= Task item =
Look through the entries for the string "stream" and copy every line where it shows up.

= Collected data entries =

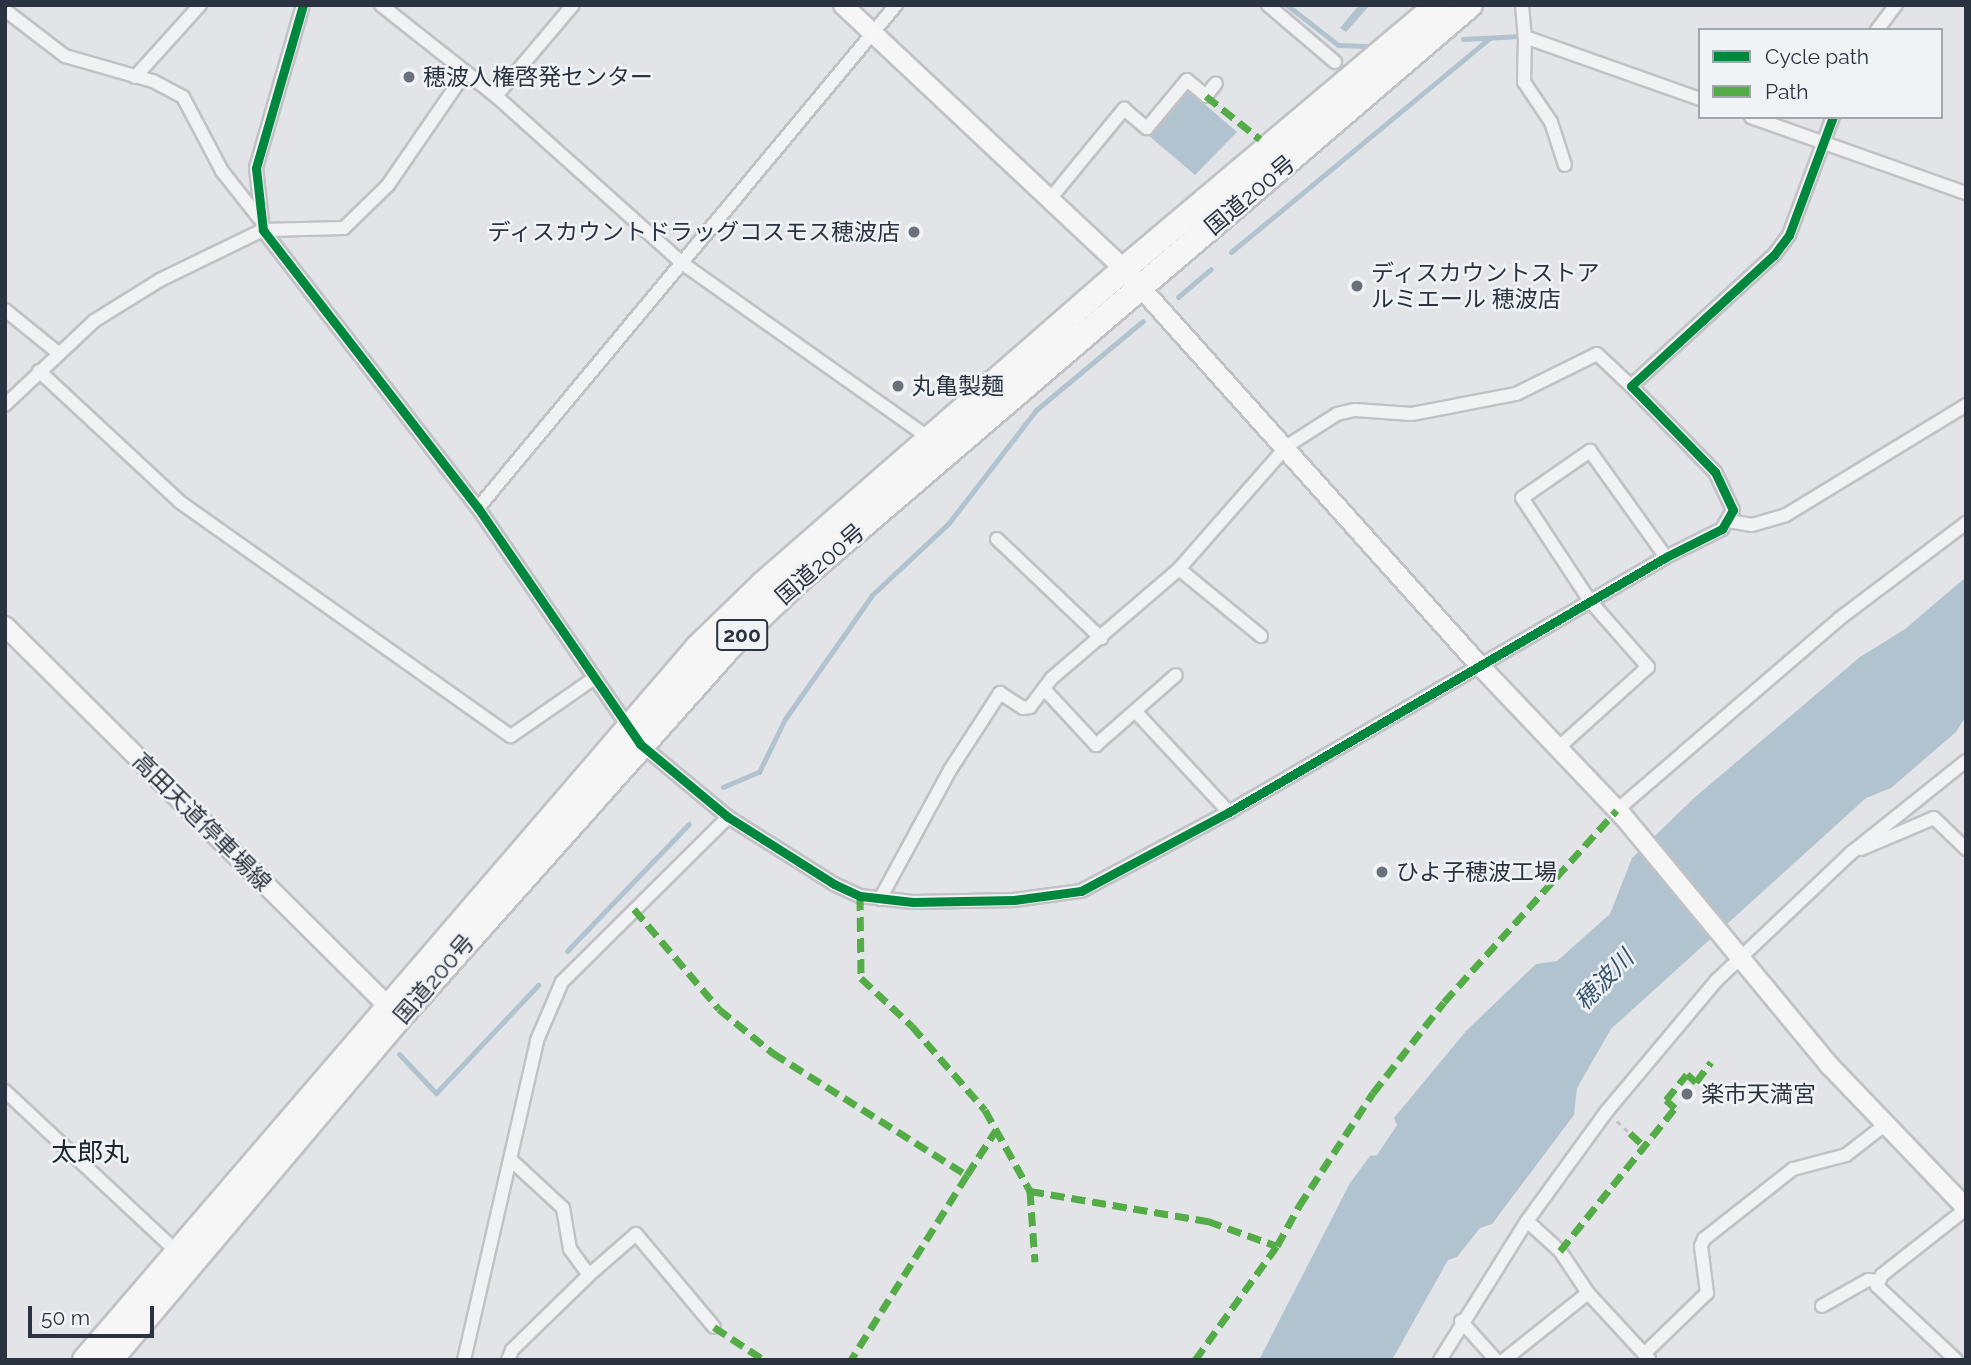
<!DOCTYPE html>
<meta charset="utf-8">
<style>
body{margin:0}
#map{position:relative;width:1971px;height:1365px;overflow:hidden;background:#e2e4e7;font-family:Raleway,"Noto Sans JP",sans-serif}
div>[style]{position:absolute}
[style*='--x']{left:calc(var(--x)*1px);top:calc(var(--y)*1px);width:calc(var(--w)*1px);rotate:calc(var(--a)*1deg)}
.water>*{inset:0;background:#b2c3d0}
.stream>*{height:5px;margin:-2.5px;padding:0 2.5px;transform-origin:2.5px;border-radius:2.5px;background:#b2c3d0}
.path>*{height:2.5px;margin-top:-1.25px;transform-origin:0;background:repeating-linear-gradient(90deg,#c0c3c5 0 5px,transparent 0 10px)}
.roads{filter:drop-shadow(2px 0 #c0c2c5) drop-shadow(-2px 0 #c0c2c5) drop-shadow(0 2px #c0c2c5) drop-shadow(0 -2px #c0c2c5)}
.street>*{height:12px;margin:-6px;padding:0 6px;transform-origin:6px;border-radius:6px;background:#f1f2f4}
.secondary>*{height:18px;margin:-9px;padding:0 9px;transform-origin:9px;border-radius:9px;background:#f6f6f6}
.highway>*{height:24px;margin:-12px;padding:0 12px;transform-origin:12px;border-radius:12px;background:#f6f6f6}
.quiet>*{height:7px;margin-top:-3.5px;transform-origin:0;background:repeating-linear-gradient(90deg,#53ac46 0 14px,transparent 0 21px)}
.cycleway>*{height:9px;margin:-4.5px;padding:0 4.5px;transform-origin:4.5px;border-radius:4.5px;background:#00873e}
.dots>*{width:19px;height:19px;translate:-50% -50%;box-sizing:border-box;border:4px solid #f0f3f6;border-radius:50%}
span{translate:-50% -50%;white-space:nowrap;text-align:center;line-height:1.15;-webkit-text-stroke:5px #f0f3f6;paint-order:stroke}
.shield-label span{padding:2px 5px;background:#f0f3f6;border:2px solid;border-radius:5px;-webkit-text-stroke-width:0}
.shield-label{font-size:21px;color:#2a333f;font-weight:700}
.poi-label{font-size:23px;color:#2a333f}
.left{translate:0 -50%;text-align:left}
.right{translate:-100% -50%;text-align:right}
.street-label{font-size:23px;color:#2a333f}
.water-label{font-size:24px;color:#37556f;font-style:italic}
.quarter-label{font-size:26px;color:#1c2530}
.frame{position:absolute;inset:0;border:7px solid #2a333f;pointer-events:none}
.legend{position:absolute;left:1698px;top:28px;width:245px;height:91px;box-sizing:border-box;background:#f0f3f6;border:2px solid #a1a6ad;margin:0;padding:9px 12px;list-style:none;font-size:21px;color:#2a333f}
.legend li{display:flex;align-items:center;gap:14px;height:35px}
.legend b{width:35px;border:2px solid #a1a6ad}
.scale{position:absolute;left:28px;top:1306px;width:126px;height:32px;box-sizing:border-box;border:4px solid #2a333f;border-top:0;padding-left:9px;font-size:21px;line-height:24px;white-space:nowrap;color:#2a333f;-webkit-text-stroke:5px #f0f3f6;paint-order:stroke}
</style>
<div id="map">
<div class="water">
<i style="clip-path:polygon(1359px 5px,1370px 5px,1346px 32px,1340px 28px)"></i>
<i style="clip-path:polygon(1187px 89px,1237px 132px,1195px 175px,1148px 135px)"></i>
<i style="clip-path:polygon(1966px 577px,1966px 716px,1956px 732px,1891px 788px,1866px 798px,1611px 1029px,1577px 1088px,1574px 1115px,1492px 1224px,1480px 1228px,1457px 1257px,1448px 1260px,1392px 1360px,1259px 1360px,1350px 1183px,1370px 1156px,1377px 1155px,1397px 1125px,1394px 1118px,1466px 1031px,1536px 964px,1557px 961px,1610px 914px,1632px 858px,1694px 798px,1860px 657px,1905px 629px)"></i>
</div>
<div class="stream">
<i style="--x:1287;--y:5;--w:65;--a:38.1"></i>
<i style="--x:1338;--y:45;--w:34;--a:2"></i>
<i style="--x:1463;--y:39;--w:57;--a:-3"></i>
<i style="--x:1231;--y:252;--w:336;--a:-39.6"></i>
<i style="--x:1178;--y:297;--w:43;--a:-40.3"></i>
<i style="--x:723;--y:787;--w:39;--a:-23"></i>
<i style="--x:759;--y:772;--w:59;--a:-63.9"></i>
<i style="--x:785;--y:719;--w:151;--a:-54.9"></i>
<i style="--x:872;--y:595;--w:104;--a:-43.1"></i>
<i style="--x:948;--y:524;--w:144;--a:-52.3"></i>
<i style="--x:1036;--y:410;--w:139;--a:-39.8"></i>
<i style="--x:567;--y:951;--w:176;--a:-46.2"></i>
<i style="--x:399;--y:1054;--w:54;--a:46.5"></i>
<i style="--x:436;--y:1093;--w:149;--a:-46.6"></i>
</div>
<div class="path">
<i style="--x:1617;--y:1121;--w:18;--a:43"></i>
</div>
<div class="roads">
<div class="street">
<i style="--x:303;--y:5;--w:170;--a:106.1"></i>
<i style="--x:256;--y:168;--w:62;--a:83.6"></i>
<i style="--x:263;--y:230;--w:351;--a:52.3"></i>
<i style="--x:478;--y:508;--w:286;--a:55.5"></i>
<i style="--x:640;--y:744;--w:114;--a:39.7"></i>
<i style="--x:728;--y:817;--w:125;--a:32.3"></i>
<i style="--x:834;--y:884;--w:29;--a:25"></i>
<i style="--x:860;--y:896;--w:53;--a:6.5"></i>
<i style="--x:913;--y:902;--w:101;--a:-1.1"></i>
<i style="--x:1014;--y:900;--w:68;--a:-7.7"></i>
<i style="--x:1081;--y:891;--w:168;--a:-28.1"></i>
<i style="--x:1229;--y:812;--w:506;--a:-30.26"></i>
<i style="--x:1666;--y:557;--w:63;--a:-26.6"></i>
<i style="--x:1722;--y:529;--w:22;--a:-60"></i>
<i style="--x:1733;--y:510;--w:42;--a:-115.3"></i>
<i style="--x:1715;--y:472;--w:120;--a:-134.3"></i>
<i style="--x:1631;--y:386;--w:194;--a:-42.5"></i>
<i style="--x:1774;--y:255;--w:25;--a:-53"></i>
<i style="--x:1789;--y:235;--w:126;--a:-69.6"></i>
<i style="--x:381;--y:5;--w:147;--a:38.4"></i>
<i style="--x:496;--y:96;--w:250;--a:41.9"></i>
<i style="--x:682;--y:263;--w:306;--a:35.3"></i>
<i style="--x:1268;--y:5;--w:88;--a:40.4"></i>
<i style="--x:1522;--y:5;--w:32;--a:85"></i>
<i style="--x:1525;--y:37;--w:186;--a:19.5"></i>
<i style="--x:5;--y:10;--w:76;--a:37.5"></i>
<i style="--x:65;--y:56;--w:91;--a:15.9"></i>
<i style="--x:153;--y:81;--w:34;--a:28"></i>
<i style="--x:183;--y:97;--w:84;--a:62.2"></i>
<i style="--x:222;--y:171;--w:60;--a:51.8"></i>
<i style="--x:1877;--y:30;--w:31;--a:-53"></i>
<i style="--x:1525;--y:37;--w:45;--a:91.3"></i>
<i style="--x:1524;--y:82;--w:48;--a:56"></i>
<i style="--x:1551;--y:122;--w:45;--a:72"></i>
<i style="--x:135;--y:77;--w:97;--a:-47.9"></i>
<i style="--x:496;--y:96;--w:119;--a:-49.8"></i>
<i style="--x:1751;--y:117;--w:228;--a:19.5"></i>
<i style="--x:1050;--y:199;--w:117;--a:-50.6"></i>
<i style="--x:1124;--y:109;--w:30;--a:40"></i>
<i style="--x:1147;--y:128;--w:62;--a:-50.2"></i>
<i style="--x:1187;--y:80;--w:25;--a:40"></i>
<i style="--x:1206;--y:96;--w:16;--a:-52"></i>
<i style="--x:5;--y:310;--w:67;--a:38.9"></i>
<i style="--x:39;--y:371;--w:192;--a:42.9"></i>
<i style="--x:180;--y:502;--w:405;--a:35.3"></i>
<i style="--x:511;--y:736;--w:100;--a:-34.8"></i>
<i style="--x:5;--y:405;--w:122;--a:-43.3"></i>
<i style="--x:94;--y:321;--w:78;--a:-31.8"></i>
<i style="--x:160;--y:280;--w:114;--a:-25.9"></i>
<i style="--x:263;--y:230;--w:81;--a:-1.4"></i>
<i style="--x:344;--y:228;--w:62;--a:-44.3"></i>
<i style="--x:388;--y:185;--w:136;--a:-55.5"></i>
<i style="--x:478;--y:508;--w:654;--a:-50.27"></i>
<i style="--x:1729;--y:521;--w:23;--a:10"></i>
<i style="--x:1752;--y:525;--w:35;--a:-16"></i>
<i style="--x:1786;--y:515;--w:211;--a:-31.4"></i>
<i style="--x:997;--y:539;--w:144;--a:43.6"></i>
<i style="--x:1179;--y:569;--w:106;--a:39.3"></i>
<i style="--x:1046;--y:691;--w:74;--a:47.2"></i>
<i style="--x:1096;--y:745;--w:106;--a:-41.2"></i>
<i style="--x:1135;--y:711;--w:138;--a:47.1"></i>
<i style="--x:1558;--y:748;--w:121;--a:-42"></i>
<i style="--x:1648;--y:667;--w:88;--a:-131.3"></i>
<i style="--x:1590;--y:601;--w:123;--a:-123.4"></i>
<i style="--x:1522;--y:498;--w:83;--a:-34.7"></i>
<i style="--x:1590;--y:451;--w:130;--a:54.4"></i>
<i style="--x:1617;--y:810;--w:293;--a:-40.7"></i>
<i style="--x:1839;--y:619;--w:159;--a:-37.1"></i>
<i style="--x:1861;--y:849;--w:79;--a:-23"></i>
<i style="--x:1934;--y:818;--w:45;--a:44.1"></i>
<i style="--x:880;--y:899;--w:147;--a:-61.5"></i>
<i style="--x:950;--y:770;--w:92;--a:-57"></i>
<i style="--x:1000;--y:693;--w:27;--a:33"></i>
<i style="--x:1023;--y:708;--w:7;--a:-8"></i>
<i style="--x:1030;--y:707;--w:36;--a:-53"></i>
<i style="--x:1052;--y:678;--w:167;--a:-40.6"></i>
<i style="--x:1179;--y:569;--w:164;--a:-48.7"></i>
<i style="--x:1287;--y:446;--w:59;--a:-32.6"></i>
<i style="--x:1337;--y:414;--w:18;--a:-13"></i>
<i style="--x:1355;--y:410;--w:57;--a:4"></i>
<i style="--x:1412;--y:414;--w:106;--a:-10.9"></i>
<i style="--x:1516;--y:394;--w:90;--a:-26.3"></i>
<i style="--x:1597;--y:354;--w:47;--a:43.3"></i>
<i style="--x:5;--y:1091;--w:238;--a:43.1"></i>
<i style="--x:510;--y:1159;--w:72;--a:42.8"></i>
<i style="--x:563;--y:1208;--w:42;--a:80.3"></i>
<i style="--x:570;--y:1249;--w:32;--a:54"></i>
<i style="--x:589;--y:1275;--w:62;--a:-41.1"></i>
<i style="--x:636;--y:1234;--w:121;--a:50"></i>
<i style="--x:1527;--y:1221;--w:45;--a:42.3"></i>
<i style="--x:1560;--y:1251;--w:50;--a:56.3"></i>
<i style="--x:1588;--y:1293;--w:90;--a:47.3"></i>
<i style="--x:1822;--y:1306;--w:53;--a:-29.5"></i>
<i style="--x:1868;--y:1280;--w:11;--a:5"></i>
<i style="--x:1461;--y:1321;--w:52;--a:48.1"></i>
<i style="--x:1644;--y:1354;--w:88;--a:-44.1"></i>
<i style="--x:1707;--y:1293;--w:47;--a:-97.3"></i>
<i style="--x:1701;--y:1246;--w:8;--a:-67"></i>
<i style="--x:1704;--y:1239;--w:113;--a:-38.2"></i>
<i style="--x:1793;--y:1169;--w:55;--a:-14.8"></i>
<i style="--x:1846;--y:1155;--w:51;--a:-37.8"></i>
<i style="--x:464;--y:1360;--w:328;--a:-77.1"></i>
<i style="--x:537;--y:1040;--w:63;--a:-66.7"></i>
<i style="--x:562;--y:982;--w:234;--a:-44.8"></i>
<i style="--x:508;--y:1360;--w:11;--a:-68"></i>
<i style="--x:512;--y:1350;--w:107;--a:-44.2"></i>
<i style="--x:1440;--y:1360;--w:164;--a:-58"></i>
<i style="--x:1527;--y:1221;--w:136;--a:-54"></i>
<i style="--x:1607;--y:1111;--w:171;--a:-50"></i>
<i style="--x:1717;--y:980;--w:185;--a:-43.5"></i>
<i style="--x:1851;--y:853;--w:147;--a:-38.7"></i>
<i style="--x:1504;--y:1360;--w:107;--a:-38.6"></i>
<i style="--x:1956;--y:1360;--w:108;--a:-136.9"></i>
<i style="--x:1877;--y:1286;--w:12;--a:-66"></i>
<i style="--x:1882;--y:1275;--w:107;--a:-38.2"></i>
</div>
<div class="secondary">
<i style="--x:843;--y:5;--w:386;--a:43.2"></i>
<i style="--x:1124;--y:269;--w:535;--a:48.11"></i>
<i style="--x:1481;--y:667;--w:206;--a:46.4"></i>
<i style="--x:1623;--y:816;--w:325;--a:50.4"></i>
<i style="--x:1830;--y:1066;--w:197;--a:46.2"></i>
<i style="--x:5;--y:626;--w:552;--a:44.78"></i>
</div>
<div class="highway">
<i style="--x:85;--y:1360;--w:940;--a:-49.31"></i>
<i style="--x:698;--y:647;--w:91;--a:-44.1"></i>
<i style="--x:763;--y:584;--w:479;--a:-41.1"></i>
<i style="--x:1124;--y:269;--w:410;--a:-40.1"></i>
<i style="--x:110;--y:1360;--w:449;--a:-49.8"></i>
<i style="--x:400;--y:1017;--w:502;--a:-48.31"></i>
<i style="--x:734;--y:642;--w:91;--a:-43.7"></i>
<i style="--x:800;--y:579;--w:882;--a:-40.59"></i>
</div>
</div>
<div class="quiet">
<i style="--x:1206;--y:96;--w:69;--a:38.5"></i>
<i style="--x:860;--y:896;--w:82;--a:89.3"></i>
<i style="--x:861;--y:978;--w:70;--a:43.3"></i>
<i style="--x:912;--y:1026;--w:111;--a:49"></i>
<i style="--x:985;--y:1110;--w:93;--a:60.9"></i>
<i style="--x:1030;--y:1191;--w:181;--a:9.6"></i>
<i style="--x:1208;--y:1221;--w:73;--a:19.9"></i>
<i style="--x:634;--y:909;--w:131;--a:49.6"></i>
<i style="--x:719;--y:1009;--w:70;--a:39.2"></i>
<i style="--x:773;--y:1053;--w:229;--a:32.2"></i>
<i style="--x:967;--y:1175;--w:218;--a:122.1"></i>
<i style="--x:1630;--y:1133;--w:19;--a:43"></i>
<i style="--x:967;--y:1175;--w:54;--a:-57.2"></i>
<i style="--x:1030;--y:1191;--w:71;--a:86"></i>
<i style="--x:1560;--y:1251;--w:184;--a:-51.2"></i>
<i style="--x:1675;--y:1108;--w:12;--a:-138"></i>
<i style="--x:1666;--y:1100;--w:33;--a:-51"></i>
<i style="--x:1687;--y:1074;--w:12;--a:42"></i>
<i style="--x:1696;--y:1082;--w:25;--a:-53"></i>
<i style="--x:714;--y:1327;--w:60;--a:33.4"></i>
<i style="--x:1195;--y:1360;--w:140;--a:-54.3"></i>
<i style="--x:1277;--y:1246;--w:46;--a:-61.2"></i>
<i style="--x:1299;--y:1206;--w:135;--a:-56.8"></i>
<i style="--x:1373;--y:1093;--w:115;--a:-52"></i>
<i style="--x:1444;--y:1002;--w:258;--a:-48"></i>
</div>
<div class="cycleway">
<i style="--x:303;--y:5;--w:170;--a:106.1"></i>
<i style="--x:256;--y:168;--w:62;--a:83.6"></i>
<i style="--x:263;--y:230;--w:351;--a:52.3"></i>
<i style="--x:478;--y:508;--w:286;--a:55.5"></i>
<i style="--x:640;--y:744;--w:114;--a:39.7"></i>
<i style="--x:728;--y:817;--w:125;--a:32.3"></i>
<i style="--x:834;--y:884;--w:29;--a:25"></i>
<i style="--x:860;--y:896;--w:53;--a:6.5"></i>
<i style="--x:913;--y:902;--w:101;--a:-1.1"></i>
<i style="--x:1014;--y:900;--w:68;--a:-7.7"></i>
<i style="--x:1081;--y:891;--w:168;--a:-28.1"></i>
<i style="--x:1229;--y:812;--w:506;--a:-30.26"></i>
<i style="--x:1666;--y:557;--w:63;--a:-26.6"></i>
<i style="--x:1722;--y:529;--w:22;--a:-60"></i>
<i style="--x:1733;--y:510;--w:42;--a:-115.3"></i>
<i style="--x:1715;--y:472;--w:120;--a:-134.3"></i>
<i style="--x:1631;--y:386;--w:194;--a:-42.5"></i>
<i style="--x:1774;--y:255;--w:25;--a:-53"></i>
<i style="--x:1789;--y:235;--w:126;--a:-69.6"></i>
</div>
<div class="dots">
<i style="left:409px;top:77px;background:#6a717a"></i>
<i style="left:914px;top:232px;background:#6a717a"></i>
<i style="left:1357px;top:286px;background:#6a717a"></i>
<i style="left:898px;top:386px;background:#6a717a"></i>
<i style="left:1382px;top:872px;background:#6a717a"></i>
<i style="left:1687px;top:1094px;background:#6a717a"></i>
</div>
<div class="shield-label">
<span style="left:742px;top:635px">200</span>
</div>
<div class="poi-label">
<span class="left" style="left:423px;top:77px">穂波人権啓発センター</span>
<span class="right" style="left:900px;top:232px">ディスカウントドラッグコスモス穂波店</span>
<span class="left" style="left:1371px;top:286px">ディスカウントストア<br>ルミエール 穂波店</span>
<span class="left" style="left:912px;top:386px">丸亀製麺</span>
<span class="left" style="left:1396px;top:872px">ひよ子穂波工場</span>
<span class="left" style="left:1701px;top:1094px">楽市天満宮</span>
</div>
<div class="street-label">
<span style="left:1250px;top:195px;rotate:-40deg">国道200号</span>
<span style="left:820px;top:564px;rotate:-41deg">国道200号</span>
<span style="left:202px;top:822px;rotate:45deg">高田天道停車場線</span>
<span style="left:434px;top:979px;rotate:-49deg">国道200号</span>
</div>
<div class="water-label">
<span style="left:1604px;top:980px;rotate:-46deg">穂波川</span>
</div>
<div class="quarter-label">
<span style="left:90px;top:1153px">太郎丸</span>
</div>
<div class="frame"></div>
<ul class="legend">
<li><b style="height:9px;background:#00873e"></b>Cycle path</li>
<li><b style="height:9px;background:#53ac46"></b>Path</li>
</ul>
<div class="scale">50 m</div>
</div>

= Response to the exercise =
.stream>*{height:5px;margin:-2.5px;padding:0 2.5px;transform-origin:2.5px;border-radius:2.5px;background:#b2c3d0}
<div class="stream">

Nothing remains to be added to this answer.